__Dataset__
########################################

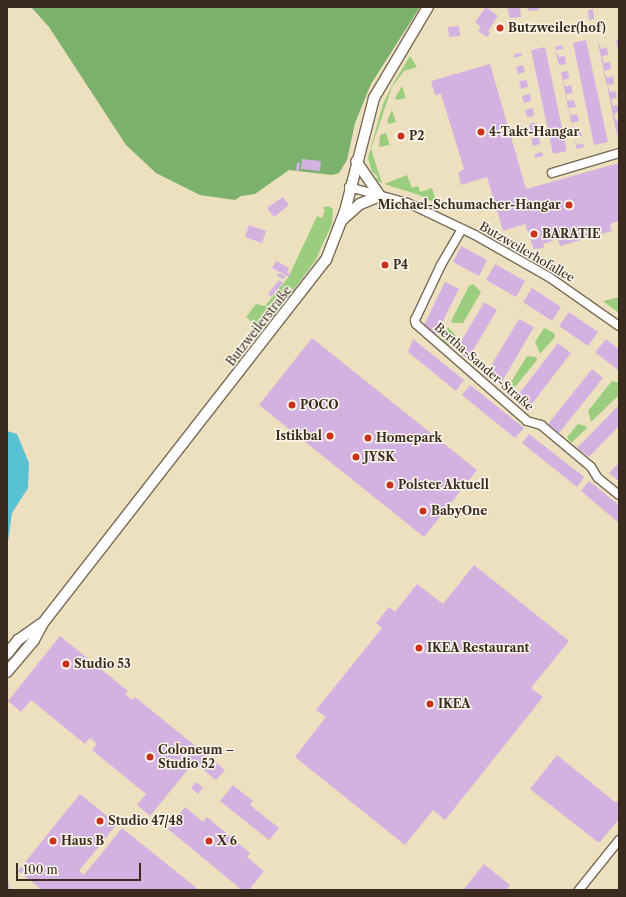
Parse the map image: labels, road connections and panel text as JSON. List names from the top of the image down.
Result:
{
  "streets": {
    "street": ["Butzweilerhofallee", "Butzweilerstraße", "Bertha-Sander-Straße"]
  },
  "crossings": [
    ["Butzweilerhofallee", "Butzweilerstraße"],
    ["Butzweilerhofallee", "Bertha-Sander-Straße"]
  ],
  "places": [
    "Butzweiler(hof)",
    "4-Takt-Hangar",
    "P2",
    "Michael-Schumacher-Hangar",
    "BARATIE",
    "P4",
    "POCO",
    "Istikbal",
    "Homepark",
    "JYSK",
    "Polster Aktuell",
    "BabyOne",
    "IKEA Restaurant",
    "Studio 53",
    "IKEA",
    "Coloneum – Studio 52",
    "Studio 47/48",
    "Haus B",
    "X 6"
  ],
  "scale_bar": "100 m"
}
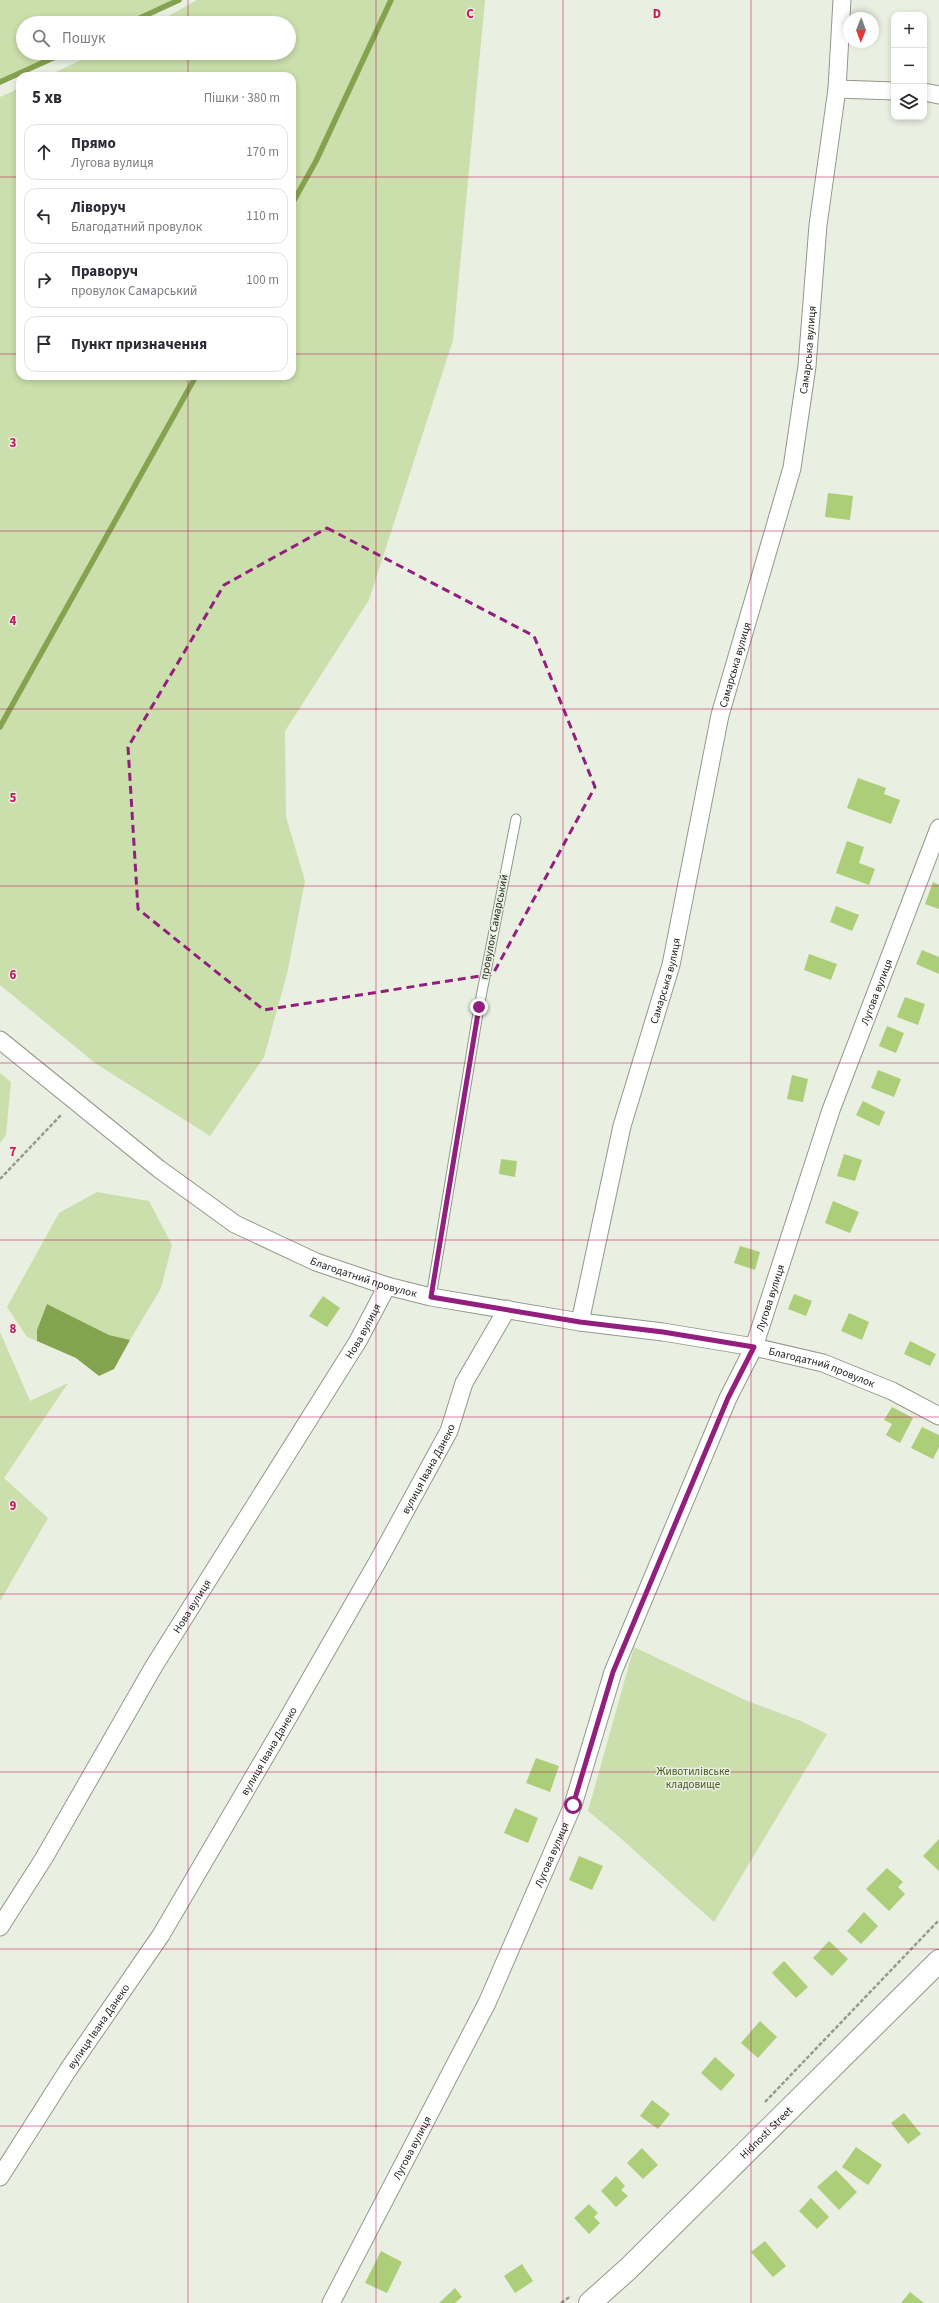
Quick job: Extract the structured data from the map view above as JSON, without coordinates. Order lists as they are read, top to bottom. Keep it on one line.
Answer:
{"streets":{"main road":["Hidnosti Street"],"street":["Самарська вулиця","Лугова вулиця","Благодатний провулок","Нова вулиця","вулиця Івана Данеко"],"lane":["провулок Самарський"]},"crossings":[["Самарська вулиця","Благодатний провулок"],["провулок Самарський","Благодатний провулок"],["Лугова вулиця","Благодатний провулок"],["Благодатний провулок","Нова вулиця"],["Благодатний провулок","вулиця Івана Данеко"]],"parks":["Животилівське кладовище"],"north":"bottom","page":{"map_buttons":["+","−"],"search":"Пошук","heading":["5 хв","Пішки · 380 m"],"list":[["Прямо","Лугова вулиця","170 m"],["Ліворуч","Благодатний провулок","110 m"],["Праворуч","провулок Самарський","100 m"],"Пункт призначення"]},"grid":{"columns":["C","D"],"rows":["3","4","5","6","7","8","9"]}}
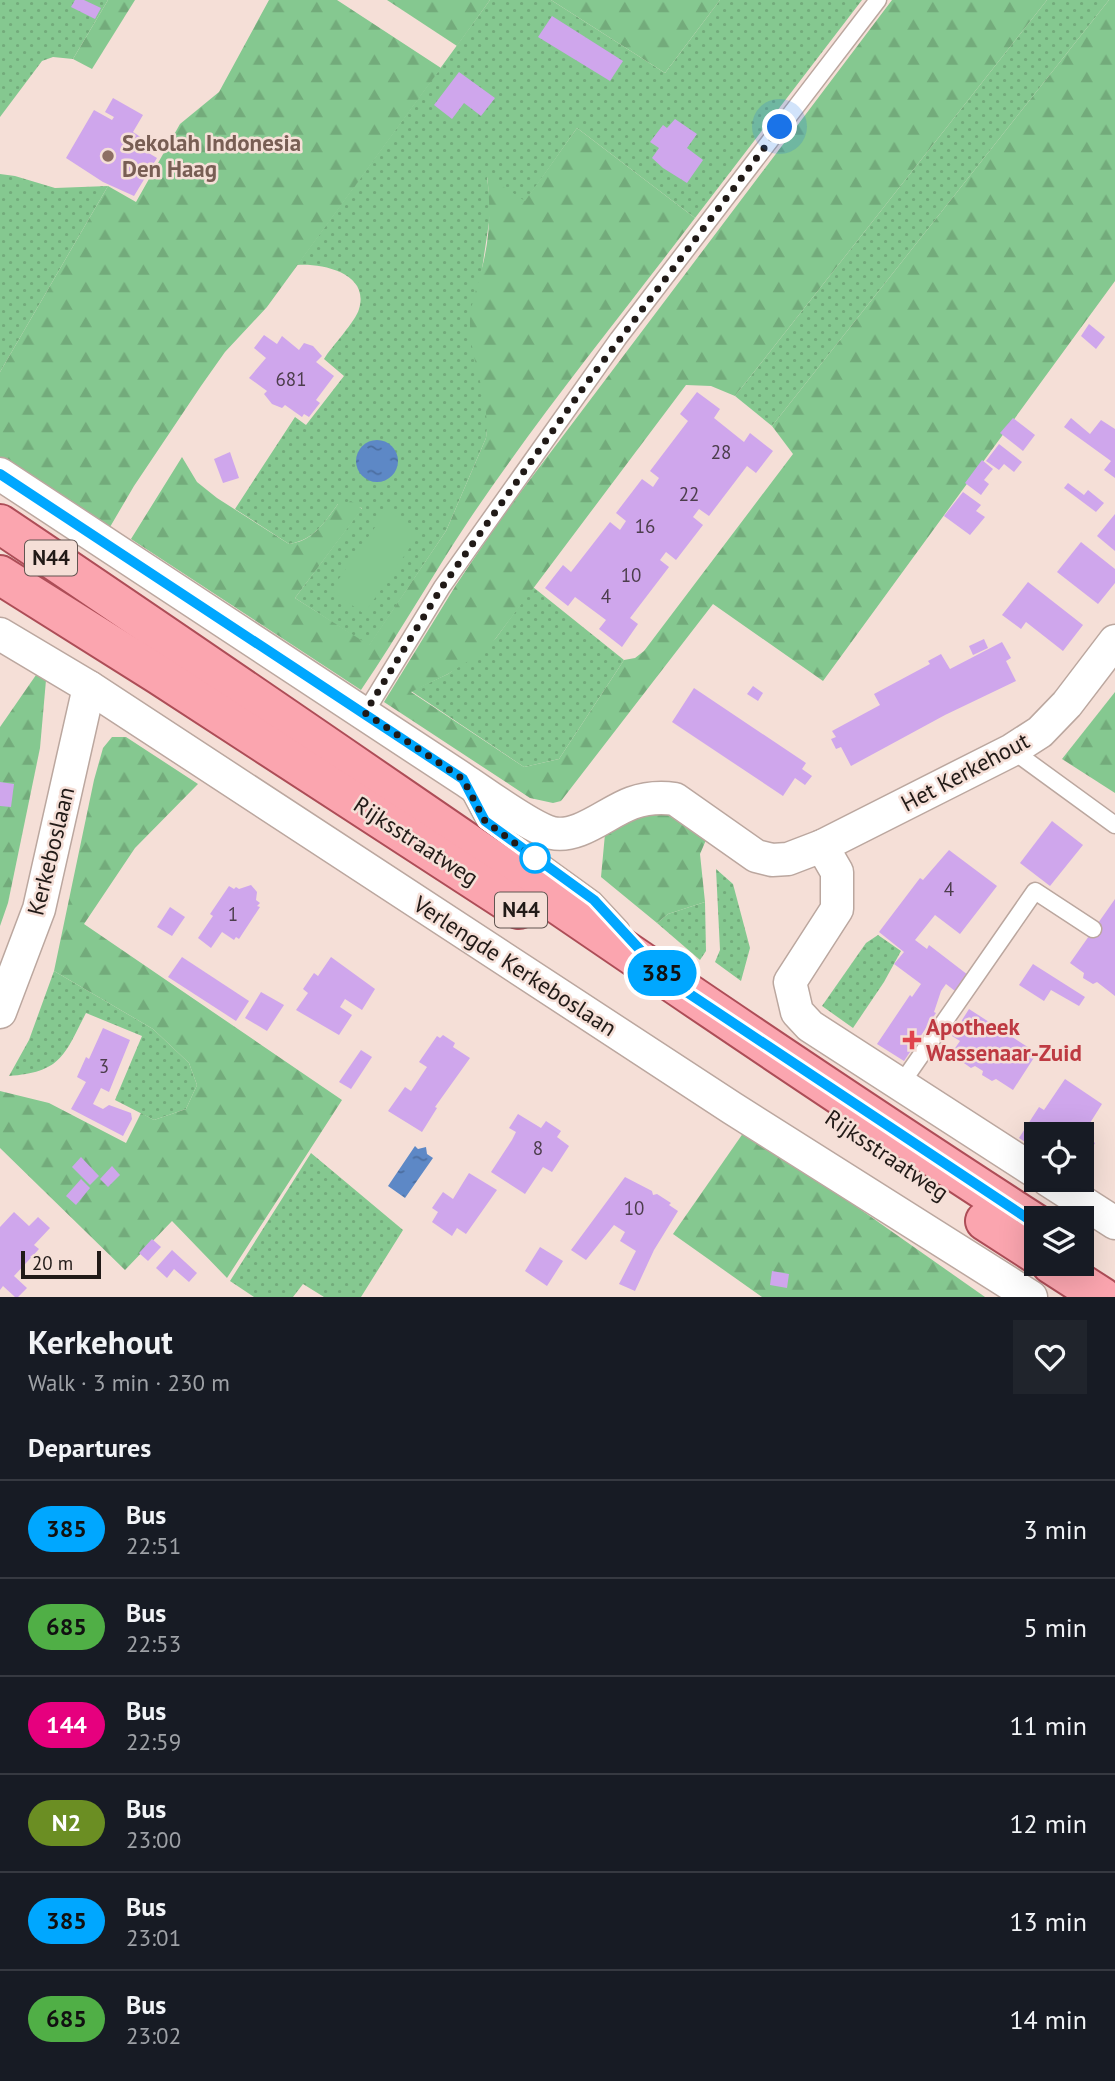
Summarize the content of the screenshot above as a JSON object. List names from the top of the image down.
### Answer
{
  "streets": {
    "main road": ["N44", "Rijksstraatweg"],
    "street": ["Het Kerkehout", "Kerkeboslaan", "Verlengde Kerkeboslaan"]
  },
  "crossings": [
    ["Het Kerkehout", "Rijksstraatweg"],
    ["Kerkeboslaan", "Verlengde Kerkeboslaan"]
  ],
  "places": {
    "other": ["Sekolah Indonesia Den Haag"],
    "health": ["Apotheek Wassenaar-Zuid"]
  },
  "lines": ["bus line 385"],
  "house_numbers": [
    "681",
    "28",
    "22",
    "16",
    "10",
    "4",
    "4",
    "1",
    "3",
    "8",
    "10"
  ],
  "scale_bar": "20 m",
  "page": {
    "on_map": "385",
    "scale": "20 m",
    "heading": [
      ["Kerkehout", "Walk · 3 min · 230 m"],
      "Departures"
    ],
    "list": [
      {
        "mark": "385",
        "name": "Bus",
        "note": "22:51",
        "value": "3 min"
      },
      {
        "mark": "685",
        "name": "Bus",
        "note": "22:53",
        "value": "5 min"
      },
      {
        "mark": "144",
        "name": "Bus",
        "note": "22:59",
        "value": "11 min"
      },
      {
        "mark": "N2",
        "name": "Bus",
        "note": "23:00",
        "value": "12 min"
      },
      {
        "mark": "385",
        "name": "Bus",
        "note": "23:01",
        "value": "13 min"
      },
      {
        "mark": "685",
        "name": "Bus",
        "note": "23:02",
        "value": "14 min"
      }
    ]
  }
}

########################################

__Task description__
Lines that contain the string "Kerkeboslaan" should be copied from the material above.

__Solved exercise__
    "street": ["Het Kerkehout", "Kerkeboslaan", "Verlengde Kerkeboslaan"]
    ["Kerkeboslaan", "Verlengde Kerkeboslaan"]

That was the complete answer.